Visualizing Ontologies with VOWL

Tracking #: 892-2103

Authors: 
Steffen Lohmann
Stefan Negru
Florian Haag
Thomas Ertl

Responsible editor: 
Guest Editors EKAW 2014 Schlobach Janowicz

Submission type: 
Full Paper
Abstract: 
Visualizations can be very useful when working with ontologies. The Visual Notation for OWL Ontologies (VOWL) is a comprehensive and well-specified visual language for the user-oriented representation of ontologies. It defines graphical depictions for most elements of the OWL Web Ontology Language that are combined to a force-directed graph layout visualizing the ontology. In contrast to related work, VOWL aims for an intuitive representation that is also understandable to users less familiar with ontologies. This article presents VOWL in detail and describes its implementation in two different tools: ProtégéVOWL and WebVOWL. The first is a plugin for the ontology editor Protégé, the second a standalone application entirely based on open web standards. Both tools demonstrate the applicability of VOWL by means of various ontologies. In addition, the results of three user studies conducted to evaluate the comprehensibility and usability of VOWL are summarized. They are complemented by latest insights gained from an expert interview and from testing the visual scope and completeness of VOWL with a benchmark ontology. The evaluations helped to improve VOWL and confirm that it creates comparatively intuitive and usable ontology visualizations.
Full PDF Version: 
Tags: 
Reviewed

Decision/Status: 
Minor revision

Solicited Reviews:
Click to Expand/Collapse
Review #1
Anonymous submitted on 08/Jan/2015
Suggestion:
Major Revision
Review Comment:

I did a positive review of an earlier version of this paper when it was submitted to EKAW 2014.

The work presented is original, as it proposes a novel graph visualisation of OWL ontologies. The related work section is dense and features a lot of relevant papers, it has however some flaws related to a lack of clarity. For instance, the authors insist on visualizing "complete ontologies", but should be more precise on that term. There lacks a table clearly organizing the multiple related works between technics, vis tools, objectives and tasks, data visualized and completeness of ontologies. Moreover, some statements are quite void without example, e.g. p3 « there are also some conceptual limitations and incompatibilities when using UML class diagrams for the visualization of ontologies » or « Such RDF visualizations of OWL are not only hard to read but also fail to adequately reflect the semantics of the OWL constructs ».

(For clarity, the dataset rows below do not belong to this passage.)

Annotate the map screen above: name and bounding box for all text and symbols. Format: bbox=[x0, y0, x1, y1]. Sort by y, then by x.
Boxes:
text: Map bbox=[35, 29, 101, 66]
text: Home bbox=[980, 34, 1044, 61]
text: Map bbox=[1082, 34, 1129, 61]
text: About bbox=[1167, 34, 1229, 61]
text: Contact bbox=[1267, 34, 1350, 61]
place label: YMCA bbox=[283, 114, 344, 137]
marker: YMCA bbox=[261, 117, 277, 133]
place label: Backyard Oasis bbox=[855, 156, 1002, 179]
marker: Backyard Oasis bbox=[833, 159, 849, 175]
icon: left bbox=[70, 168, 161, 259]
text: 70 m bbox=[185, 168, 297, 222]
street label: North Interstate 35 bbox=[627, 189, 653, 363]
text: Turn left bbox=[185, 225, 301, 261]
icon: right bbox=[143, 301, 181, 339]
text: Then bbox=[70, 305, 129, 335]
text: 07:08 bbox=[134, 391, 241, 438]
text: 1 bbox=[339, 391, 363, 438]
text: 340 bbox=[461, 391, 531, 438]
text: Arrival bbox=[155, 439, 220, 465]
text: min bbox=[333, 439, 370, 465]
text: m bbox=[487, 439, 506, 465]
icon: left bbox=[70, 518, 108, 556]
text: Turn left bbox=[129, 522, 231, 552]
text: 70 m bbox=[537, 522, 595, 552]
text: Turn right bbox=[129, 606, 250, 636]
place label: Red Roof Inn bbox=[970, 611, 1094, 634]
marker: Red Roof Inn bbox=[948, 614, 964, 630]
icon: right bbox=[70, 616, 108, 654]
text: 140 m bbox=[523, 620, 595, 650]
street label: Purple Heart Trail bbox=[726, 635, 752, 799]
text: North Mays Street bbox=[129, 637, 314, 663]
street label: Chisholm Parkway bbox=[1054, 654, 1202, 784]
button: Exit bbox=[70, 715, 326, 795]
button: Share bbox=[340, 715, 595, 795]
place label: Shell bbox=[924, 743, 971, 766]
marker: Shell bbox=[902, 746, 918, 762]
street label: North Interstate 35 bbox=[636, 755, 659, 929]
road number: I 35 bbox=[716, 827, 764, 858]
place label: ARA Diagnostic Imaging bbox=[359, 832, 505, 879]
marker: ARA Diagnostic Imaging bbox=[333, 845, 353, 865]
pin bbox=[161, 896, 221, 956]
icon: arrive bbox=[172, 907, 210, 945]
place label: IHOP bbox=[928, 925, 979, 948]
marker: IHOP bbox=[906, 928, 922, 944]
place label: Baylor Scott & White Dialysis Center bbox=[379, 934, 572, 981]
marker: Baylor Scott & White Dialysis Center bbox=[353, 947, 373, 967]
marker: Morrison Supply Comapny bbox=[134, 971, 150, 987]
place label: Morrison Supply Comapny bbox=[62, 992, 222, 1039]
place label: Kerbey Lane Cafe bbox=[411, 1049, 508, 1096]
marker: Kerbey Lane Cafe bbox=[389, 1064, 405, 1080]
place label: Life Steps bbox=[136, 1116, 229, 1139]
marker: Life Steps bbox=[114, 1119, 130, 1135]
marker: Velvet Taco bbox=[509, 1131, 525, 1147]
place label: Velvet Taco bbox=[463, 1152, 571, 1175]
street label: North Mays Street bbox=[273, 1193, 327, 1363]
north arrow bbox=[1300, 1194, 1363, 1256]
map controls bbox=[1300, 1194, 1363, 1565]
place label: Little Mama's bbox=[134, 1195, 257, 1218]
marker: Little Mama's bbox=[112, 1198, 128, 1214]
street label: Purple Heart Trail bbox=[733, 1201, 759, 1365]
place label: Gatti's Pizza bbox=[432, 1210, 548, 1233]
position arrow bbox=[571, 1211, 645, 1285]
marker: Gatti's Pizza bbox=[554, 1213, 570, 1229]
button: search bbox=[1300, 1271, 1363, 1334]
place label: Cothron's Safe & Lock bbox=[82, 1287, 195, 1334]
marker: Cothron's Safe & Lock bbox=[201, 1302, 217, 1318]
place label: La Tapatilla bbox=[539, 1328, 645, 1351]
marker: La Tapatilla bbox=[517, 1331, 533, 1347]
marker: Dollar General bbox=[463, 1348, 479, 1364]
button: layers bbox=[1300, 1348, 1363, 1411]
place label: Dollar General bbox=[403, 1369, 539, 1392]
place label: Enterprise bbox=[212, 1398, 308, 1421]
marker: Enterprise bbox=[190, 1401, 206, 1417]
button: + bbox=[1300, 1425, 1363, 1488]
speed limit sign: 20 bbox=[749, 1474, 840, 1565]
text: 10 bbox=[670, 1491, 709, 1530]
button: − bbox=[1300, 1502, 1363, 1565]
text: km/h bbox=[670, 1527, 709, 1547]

As far as significance of the results is concerned, it seems to me that the proposal is quite mature, is interesting and has the potential of becoming widely used. However, if I regret but am ok with the fact that the studies remain qualitative, and with a few users (6 on the first, 5 on the second), their presentation is insufficiently described, at least for the description of the experimental settings. The tasks, the durations, the data collection etc. should be described with precision. Also, there should be a minimal discussion on related work on ontology visualisation evaluation, and the second user study (5.2) should be more justified: why did the authors target expert users if VOWL is aimed at lay users? The expressiveness / completeness evaluation using OntoVibe is interesting.

The quality of writing is fairly good. The paper is well structured. However, aside from aforementioned remarks on related works and user studies, the main problem to me is that it remains somewhat confusing on the differences between VOWL, VOWL1 and VOWL2. There still remain unnecessary allusions to VOWL1 or VOWL2, when the clear topic of the paper should be VOWL as it is now (= VOWL2). I understand that the difficulty could come from the fact that part of user study was on VOWL1, but then it should not be used in this paper apart from an historical presentation of the origins of VOWL2. My advice would be to cite VOWL1 only in the related works, and only focus on VOWL2.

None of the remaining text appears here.